┌─ DATASET RECORDS

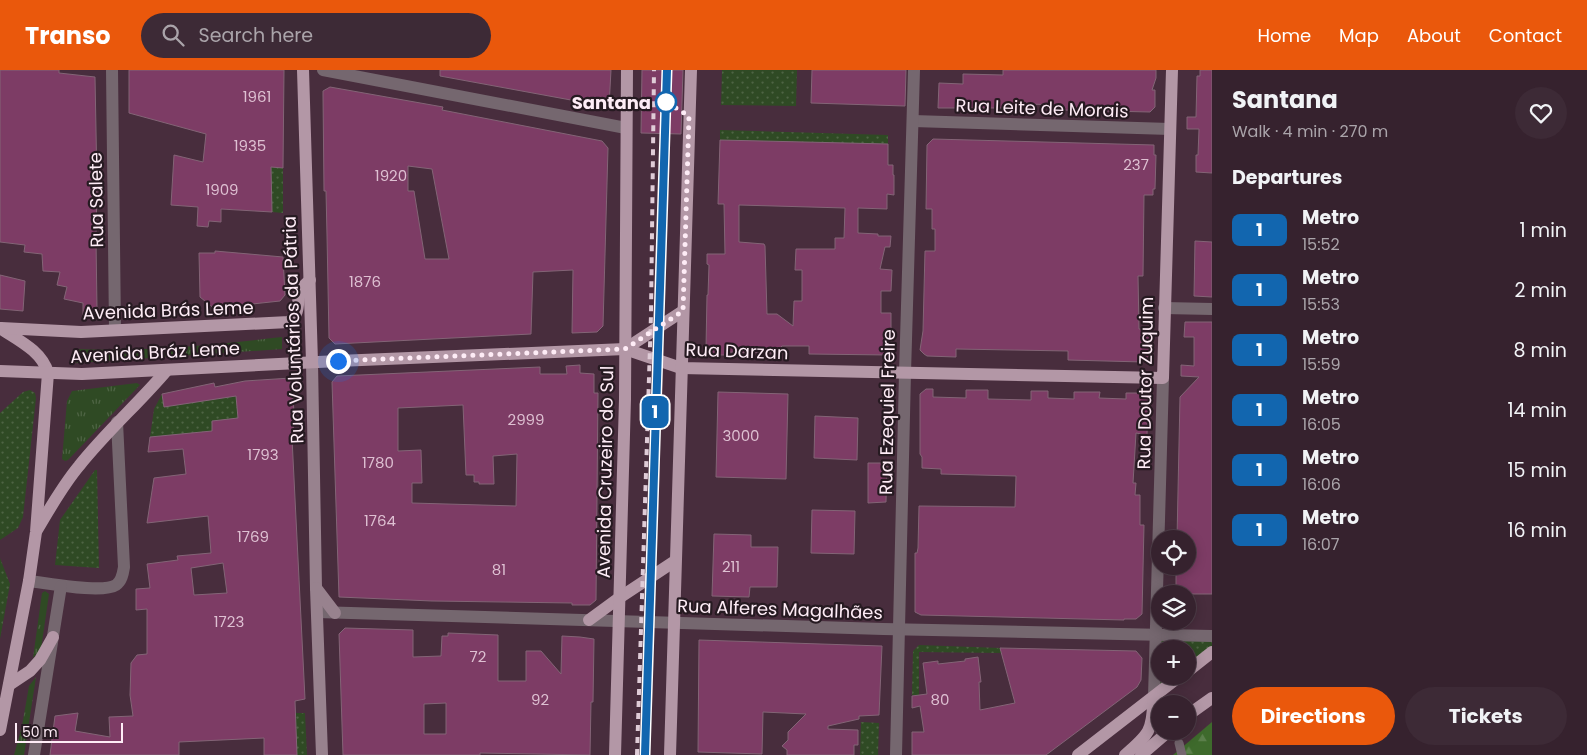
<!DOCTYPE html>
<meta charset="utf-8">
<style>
:root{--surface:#36222e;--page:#3d2a36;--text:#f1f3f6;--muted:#aaa4aa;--line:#503f4a;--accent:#ea580c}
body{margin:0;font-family:Poppins,sans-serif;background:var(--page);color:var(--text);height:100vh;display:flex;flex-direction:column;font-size:19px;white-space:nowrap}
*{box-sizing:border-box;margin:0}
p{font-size:16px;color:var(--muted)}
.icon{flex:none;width:28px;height:28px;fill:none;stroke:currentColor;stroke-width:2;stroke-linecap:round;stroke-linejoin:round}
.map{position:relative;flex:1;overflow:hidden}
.sheet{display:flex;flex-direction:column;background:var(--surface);width:375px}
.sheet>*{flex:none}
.badge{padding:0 10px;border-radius:8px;font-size:18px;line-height:32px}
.buttons{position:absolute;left:1151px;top:460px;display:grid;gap:10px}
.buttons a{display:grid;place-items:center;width:45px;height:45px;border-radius:50%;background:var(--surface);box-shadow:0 2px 12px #0003,0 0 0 1px var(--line);font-size:25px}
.scale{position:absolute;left:15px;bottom:12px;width:108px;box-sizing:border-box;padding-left:5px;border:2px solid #feecf6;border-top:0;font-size:14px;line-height:18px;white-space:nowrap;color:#feecf6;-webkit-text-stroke:4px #261a21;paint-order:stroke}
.you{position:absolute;width:25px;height:25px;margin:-12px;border:4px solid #fff;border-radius:50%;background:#1a73e8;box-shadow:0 0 0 8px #1a73e833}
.map>.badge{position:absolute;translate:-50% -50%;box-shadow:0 0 0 2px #fff}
h2{padding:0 20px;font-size:19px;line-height:45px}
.round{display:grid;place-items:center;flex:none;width:52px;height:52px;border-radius:26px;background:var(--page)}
.head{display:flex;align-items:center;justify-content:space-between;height:85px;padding:0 20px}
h1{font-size:24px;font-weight:700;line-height:38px}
.primary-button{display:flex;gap:10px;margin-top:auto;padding:10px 20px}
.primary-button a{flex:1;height:58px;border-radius:30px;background:var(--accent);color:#fff;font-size:20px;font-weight:700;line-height:58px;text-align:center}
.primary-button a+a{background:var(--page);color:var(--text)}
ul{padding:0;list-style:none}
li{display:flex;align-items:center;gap:15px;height:60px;padding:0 20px}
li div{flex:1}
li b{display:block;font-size:19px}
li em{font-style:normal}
li .badge{min-width:55px;font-weight:700;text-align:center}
header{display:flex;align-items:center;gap:30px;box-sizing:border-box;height:70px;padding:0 25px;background:var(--accent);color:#fff}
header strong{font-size:24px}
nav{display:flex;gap:28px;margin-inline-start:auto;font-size:18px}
.search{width:350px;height:45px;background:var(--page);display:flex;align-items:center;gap:12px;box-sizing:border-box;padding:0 18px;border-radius:28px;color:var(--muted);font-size:19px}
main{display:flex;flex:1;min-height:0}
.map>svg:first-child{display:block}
.grass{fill:url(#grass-tufts)}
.forest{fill:url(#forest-firs)}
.park{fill:url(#park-dots)}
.building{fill:#7d3c65;stroke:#836476;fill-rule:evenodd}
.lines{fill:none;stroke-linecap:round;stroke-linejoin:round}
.pedestrian{stroke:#75676f;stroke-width:9}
.minor{stroke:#75676f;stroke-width:12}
.tertiary{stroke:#75676f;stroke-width:12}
.secondary{stroke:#98828e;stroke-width:12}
.primary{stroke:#b397a6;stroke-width:12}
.rail{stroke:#dfccd7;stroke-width:4;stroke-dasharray:6 6;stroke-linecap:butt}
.line-casing{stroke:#fff;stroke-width:11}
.line{stroke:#1266af;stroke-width:8}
.walk{stroke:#feecf6;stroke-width:5;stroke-dasharray:0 9}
.stop-dot{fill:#fff;stroke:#1266af;stroke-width:2.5}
.labels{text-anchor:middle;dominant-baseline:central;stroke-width:4.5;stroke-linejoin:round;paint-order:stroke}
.number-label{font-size:15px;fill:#dec0d2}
.stop-label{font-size:18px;font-weight:bold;fill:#feecf6;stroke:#261a21;text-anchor:end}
.street-label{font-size:18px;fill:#feecf6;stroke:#261a21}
</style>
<header>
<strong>Transo</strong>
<div class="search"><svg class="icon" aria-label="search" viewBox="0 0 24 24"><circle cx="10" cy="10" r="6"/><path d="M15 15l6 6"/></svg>Search here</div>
<nav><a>Home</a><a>Map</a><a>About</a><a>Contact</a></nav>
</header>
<main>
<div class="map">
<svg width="1212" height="685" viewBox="0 0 1212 685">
<defs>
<pattern id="grass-tufts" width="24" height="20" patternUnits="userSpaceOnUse" patternTransform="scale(1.25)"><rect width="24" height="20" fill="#2f4a24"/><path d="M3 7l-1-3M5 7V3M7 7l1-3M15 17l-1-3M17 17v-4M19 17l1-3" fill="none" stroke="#4e6444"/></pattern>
<pattern id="forest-firs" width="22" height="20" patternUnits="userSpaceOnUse" patternTransform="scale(1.25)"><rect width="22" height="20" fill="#3e6a2c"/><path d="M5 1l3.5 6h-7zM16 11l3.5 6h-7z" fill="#5b7f4b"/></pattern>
<pattern id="park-dots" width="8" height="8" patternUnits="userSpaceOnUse" patternTransform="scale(1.25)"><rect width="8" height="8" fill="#2f4a24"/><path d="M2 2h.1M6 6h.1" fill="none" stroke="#4e6444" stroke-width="1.8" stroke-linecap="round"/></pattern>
</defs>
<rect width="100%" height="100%" fill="#482d3d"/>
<g class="grass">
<path d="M282 267V279L76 293 75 279C145 282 212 275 282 267Z"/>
<path d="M137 313 140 315 138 317 68 390 65 391 62 389 67 331 72 321Z"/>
<path d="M45 521 49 524 41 579 33 588 42 523Z"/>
<path d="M36 607 24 685H14L22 656 29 616Z"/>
</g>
<path class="forest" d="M1212 652V685H1173Z"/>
<g class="park">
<path d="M722 0H797L796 36 721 35Z"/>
<path d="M720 60 888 65V74L720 70Z"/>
<path d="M271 97 283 98V143L272 142Z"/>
<path d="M30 320 35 323 36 328 23 447 18 458 0 470V343L23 322Z"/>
<path d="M162 324 164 337 244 325 246 339 237 340 238 348 212 351V361L150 367 154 339Z"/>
<path d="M95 400H97L99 498 55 495 60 450Z"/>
<path d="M0 488 10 514 0 569Z"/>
<path d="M1158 568 1212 569V578L1188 597V579H1160V606H1175L1157 620Z"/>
<path d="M919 575 1000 578 1002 583 919 582V625H912L913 581Z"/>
<path d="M295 643H305L307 685H297Z"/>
<path d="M861 652 879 653 878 685H860Z"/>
</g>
<g class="building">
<path d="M0 0H59V3L95 7 97 114 96 169 97 239 92 246 83 245V233L64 229 67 217 57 215 60 202 43 201 42 184 24 182 25 175 0 172Z"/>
<path d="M129 0H284L283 98 271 97 272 142 221 139V152L209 151 208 157 197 156 198 137 171 135 174 85 203 92 206 64 129 43Z"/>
<path d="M440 0H611L609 37 440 6Z"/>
<path d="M642 0H683L681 64 641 63Z"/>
<path d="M812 0H906L905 36 811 33Z"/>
<path d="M1003 0H1156V8L1152 20H1155V37L1150 42 1063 40V35L1027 34V38H938L939 13 963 14V4L1003 5Z"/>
<path d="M1200 0H1212V103L1196 102V85H1198L1199 59H1187V47H1196L1197 6H1200Z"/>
<path d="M330 17 443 37 442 40 602 71 608 78 603 256 597 262 572 263 573 200 533 202 531 264 335 274 329 268 327 165 326 121H324L323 25V21ZM408 96 432 99 449 189H425L414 121H408Z"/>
<path d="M933 69 1154 75V85H1156L1155 119H1153V125H1144L1143 206H1138L1139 259 1150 260V285L1143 292 1068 290V281L956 279V287L927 286 924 284 920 280 923 261 925 181H935V159H932V139H926L927 75Z"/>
<path d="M720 70 888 74V95H893V105H894V125L887 124V139L858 138V163L878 164V166H891L890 177H885L880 199 892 200 891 221H881V243H891V275L888 276V285L809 284V276H782L775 283 725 282V285H714L706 278 707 225H708L709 195 707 194V184H725L724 134H718ZM739 135 845 138 844 168H835V179H796L795 200H802V231H794L793 256 777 244H767L765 176 764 174 739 172Z"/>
<path d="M1195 171 1212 172V227L1194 226Z"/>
<path d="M215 181 283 187 285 225 280 231 215 238 211 236 200 227 199 183H215Z"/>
<path d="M0 205 25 211 23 241 0 239Z"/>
<path d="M1185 252H1212V524H1176V496H1188V469H1177L1180 327 1199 307 1181 306V295L1194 296V267H1184Z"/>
<path d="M580 295V303L594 304V323H598L596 530 590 535H572V533L432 531 339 527 332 312 337 306 540 297V304H567L566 296ZM463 335 466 405H474V412H479V414H494L493 386 517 384 516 436 412 433V413H422L421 380 398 381V338Z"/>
<path d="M291 308 294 341H292L294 368H292L305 629 295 631 297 685H264V668L179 672V685H50L55 646 78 643 75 661 110 667 109 647 133 646 130 625 131 593 137 585 147 584V539L136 540V519L150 518 147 494 178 490 177 486 211 483 208 446 147 453 154 408 186 404 183 379 148 382 150 367 212 361V351L238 348 236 326 164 337 162 324 214 313 215 317 245 311ZM223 493 227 523 194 525 191 498Z"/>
<path d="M926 319H933V327L966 328V320H988V329L1031 330V321H1048V328L1074 329V322H1100L1099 328 1126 329V323H1144L1148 328 1147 365 1136 363 1133 413H1136L1135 425H1140V455H1144L1142 544 1136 549H1124V550L921 545 915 542V483H917L918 478 919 436 1015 437 1016 406 941 404V399L922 398V387L920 384V324Z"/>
<path d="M718 322 788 324 786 409 716 407Z"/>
<path d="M815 346 858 348 857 390 814 388Z"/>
<path d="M868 393H887L886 432 868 433Z"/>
<path d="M812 440 855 441 854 484 811 483Z"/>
<path d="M714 464 751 465V477H778L777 517H750L749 527 712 526Z"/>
<path d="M345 558 413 560V587L441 586 442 566H448V563L498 565V611H526V581H541L561 604 562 566 580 567 594 569 593 632H591L590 685 480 683V685H343L339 564ZM446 633V664H424V634Z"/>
<path d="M699 570 882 576 879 645 859 646V649L828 656V659L858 660V675H854V685H787V680L782 676 788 670V662L806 644 763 642 762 684 698 682Z"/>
<path d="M1000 578 1136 581 1142 588 1141 610 1137 617 1046 685H912V662H924L920 636 912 638V626L927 624 923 593 938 591V594L965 591V589L978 587 981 612H979L980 640 1015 633Z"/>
</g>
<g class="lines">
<path class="pedestrian" d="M1179 673 1182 685"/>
<g class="minor">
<path d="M112 0 115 260"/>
<path d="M1164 238 1212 239"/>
<path d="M29 511C47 513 102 524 116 515 122 511 123 503 124 497L117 352"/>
<path d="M34 685 61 516"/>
</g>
<g class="tertiary">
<path d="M323 0 626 58"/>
<path d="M913 51 1170 59"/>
<path d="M317 542 883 559 1212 566"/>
<path d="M1154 627 1163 308"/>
<path d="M896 685 905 303 914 0"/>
</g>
<g class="secondary">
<path d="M312 292 316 518 322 685"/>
<path d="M316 518 335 543"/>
</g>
<g class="primary">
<path d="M303 0 312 292"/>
<path d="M0 258C18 270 42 281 48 303L36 462 29 511 0 660"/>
<path d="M1 258 81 262 289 252C303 241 295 229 301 219 303 216 307 213 310 210"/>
<path d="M625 279 683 241"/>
<path d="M0 301 82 304 338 291 625 279 681 298 1163 308 1172 0"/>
<path d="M37 460C50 438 63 415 79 396 106 362 139 333 167 300"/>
<path d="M589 550 619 528 675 491"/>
<path d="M1188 601 1212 582"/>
<path d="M9 615 30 601 40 590 53 567"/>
<path d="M1188 645 1212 628"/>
<path d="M615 685 625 329 627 0"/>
<path d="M670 685 691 0"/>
<path d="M1078 685 1180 606"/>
<path d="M1125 685C1152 662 1151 661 1154 627"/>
<path d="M1141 685 1169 661"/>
</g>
<g class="rail">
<path d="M637 685 651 245 654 0"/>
<path d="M645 685 667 0"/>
</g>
</g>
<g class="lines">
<g class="line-casing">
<path id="line" d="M645 685 667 0"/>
</g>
<use href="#line" class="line"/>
<path class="walk" d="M338 291 625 279 683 241 689 46 666 32"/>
</g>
<circle class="stop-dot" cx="666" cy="32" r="10"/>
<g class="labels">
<g class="number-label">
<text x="257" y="26">1961</text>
<text x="250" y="75">1935</text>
<text x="1136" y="94">237</text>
<text x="391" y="105">1920</text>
<text x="222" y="119">1909</text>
<text x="365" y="211">1876</text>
<text x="526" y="349">2999</text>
<text x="741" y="365">3000</text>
<text x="263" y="384">1793</text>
<text x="378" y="392">1780</text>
<text x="380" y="450">1764</text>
<text x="253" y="466">1769</text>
<text x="731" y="496">211</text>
<text x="499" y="499">81</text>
<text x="229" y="551">1723</text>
<text x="478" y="586">72</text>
<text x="540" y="629">92</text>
<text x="940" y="629">80</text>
</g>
<g class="stop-label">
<text x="651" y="32">Santana</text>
</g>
<g class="street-label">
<text transform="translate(1042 38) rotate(2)">Rua Leite de Morais</text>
<text transform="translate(96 130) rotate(-91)">Rua Salete</text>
<text transform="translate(168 240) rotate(-2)">Avenida Brás Leme</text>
<text transform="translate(293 260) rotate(-92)">Rua Voluntários da Pátria</text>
<text transform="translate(737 281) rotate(2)">Rua Darzan</text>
<text transform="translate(155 282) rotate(-3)">Avenida Bráz Leme</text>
<text transform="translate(1145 313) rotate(-89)">Rua Doutor Zuquim</text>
<text transform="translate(887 342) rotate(-89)">Rua Ezequiel Freire</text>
<text transform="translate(605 402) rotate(-89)">Avenida Cruzeiro do Sul</text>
<text transform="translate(780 539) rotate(2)">Rua Alferes Magalhães</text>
</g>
</g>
</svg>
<div class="buttons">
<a><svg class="icon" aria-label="locate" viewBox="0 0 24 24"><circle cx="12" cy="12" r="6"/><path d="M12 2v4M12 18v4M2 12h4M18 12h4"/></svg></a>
<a><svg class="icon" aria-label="layers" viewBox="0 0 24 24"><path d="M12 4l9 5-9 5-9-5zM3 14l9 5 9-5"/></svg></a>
<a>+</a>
<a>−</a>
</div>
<div class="scale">50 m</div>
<div class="you" style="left:338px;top:291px"></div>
<b class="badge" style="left:655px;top:342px;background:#1266af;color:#fff">1</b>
</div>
<section class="sheet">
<div class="head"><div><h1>Santana</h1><p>Walk · 4 min · 270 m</p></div><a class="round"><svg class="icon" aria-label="heart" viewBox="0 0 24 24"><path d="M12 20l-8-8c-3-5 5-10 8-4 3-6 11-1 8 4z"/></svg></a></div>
<h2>Departures</h2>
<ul>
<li><span class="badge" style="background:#1266af;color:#fff">1</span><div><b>Metro</b><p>15:52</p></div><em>1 min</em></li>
<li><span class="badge" style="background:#1266af;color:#fff">1</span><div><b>Metro</b><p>15:53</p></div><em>2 min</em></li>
<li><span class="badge" style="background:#1266af;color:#fff">1</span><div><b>Metro</b><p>15:59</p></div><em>8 min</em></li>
<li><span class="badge" style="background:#1266af;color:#fff">1</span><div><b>Metro</b><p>16:05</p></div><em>14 min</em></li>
<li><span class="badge" style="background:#1266af;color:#fff">1</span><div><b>Metro</b><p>16:06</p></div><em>15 min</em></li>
<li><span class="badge" style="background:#1266af;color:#fff">1</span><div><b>Metro</b><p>16:07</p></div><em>16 min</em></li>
</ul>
<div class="primary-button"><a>Directions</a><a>Tickets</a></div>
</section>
</main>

└─

Return each line of the data above that includes the word "white".

RESPONSE FOR THIS EXERCISE:
body{margin:0;font-family:Poppins,sans-serif;background:var(--page);color:var(--text);height:100vh;display:flex;flex-direction:column;font-size:19px;white-space:nowrap}
.scale{position:absolute;left:15px;bottom:12px;width:108px;box-sizing:border-box;padding-left:5px;border:2px solid #feecf6;border-top:0;font-size:14px;line-height:18px;white-space:nowrap;color:#feecf6;-webkit-text-stroke:4px #261a21;paint-order:stroke}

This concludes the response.